▸ How to complete this task: Search the data for the string "from" and extract every line where it appears.
++++
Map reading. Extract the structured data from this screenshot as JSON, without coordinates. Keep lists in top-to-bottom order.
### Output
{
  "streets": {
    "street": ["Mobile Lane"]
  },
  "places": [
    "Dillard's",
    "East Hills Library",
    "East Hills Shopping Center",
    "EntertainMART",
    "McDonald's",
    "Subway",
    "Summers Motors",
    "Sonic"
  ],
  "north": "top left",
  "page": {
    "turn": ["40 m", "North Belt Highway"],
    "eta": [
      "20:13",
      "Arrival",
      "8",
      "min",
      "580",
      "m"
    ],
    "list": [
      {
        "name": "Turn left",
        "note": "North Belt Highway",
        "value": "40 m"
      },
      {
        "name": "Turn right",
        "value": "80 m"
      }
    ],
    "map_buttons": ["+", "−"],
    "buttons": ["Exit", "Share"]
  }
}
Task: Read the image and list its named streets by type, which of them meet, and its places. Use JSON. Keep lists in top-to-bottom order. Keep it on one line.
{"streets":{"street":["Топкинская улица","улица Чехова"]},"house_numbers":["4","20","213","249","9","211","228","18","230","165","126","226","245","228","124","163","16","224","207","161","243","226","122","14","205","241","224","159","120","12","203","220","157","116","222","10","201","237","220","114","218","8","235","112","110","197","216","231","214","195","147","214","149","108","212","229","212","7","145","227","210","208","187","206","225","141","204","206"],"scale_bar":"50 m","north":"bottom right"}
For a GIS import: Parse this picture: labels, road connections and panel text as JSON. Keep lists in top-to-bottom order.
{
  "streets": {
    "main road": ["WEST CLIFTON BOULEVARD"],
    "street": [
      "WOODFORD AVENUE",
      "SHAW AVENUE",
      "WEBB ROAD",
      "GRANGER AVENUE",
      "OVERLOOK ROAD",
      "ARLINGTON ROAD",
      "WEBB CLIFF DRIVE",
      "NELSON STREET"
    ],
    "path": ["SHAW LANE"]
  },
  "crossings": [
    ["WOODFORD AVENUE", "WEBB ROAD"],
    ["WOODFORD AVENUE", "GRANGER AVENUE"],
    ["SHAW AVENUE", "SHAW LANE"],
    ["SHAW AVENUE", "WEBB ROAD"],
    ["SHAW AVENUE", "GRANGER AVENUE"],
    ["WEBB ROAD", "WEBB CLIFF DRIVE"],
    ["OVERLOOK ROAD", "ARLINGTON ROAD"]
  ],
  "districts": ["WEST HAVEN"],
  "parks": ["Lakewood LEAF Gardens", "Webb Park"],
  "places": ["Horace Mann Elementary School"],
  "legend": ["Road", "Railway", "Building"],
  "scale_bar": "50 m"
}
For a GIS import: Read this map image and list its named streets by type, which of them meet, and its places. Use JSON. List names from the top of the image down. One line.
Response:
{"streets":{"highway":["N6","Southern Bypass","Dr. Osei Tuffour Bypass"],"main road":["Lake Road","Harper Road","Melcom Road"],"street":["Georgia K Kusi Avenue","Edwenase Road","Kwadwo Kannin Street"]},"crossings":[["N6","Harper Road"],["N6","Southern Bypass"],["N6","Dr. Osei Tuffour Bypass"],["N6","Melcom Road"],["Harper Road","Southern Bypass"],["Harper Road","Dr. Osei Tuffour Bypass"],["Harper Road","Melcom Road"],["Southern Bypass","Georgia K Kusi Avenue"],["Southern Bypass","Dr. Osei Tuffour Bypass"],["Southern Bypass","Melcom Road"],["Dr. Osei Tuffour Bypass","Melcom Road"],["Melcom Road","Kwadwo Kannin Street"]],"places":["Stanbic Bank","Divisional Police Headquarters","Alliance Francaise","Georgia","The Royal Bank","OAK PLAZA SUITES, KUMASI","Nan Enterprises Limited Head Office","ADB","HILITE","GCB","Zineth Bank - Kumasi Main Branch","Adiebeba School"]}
++++
▸ Exercise output:
Map reading. Extract the structured data from this screenshot as JSON, without coordinates. Keep lists in top-to-bottom order.
For a GIS import: Read this map image and list its named streets by type, which of them meet, and its places. Use JSON. List names from the top of the image down. One line.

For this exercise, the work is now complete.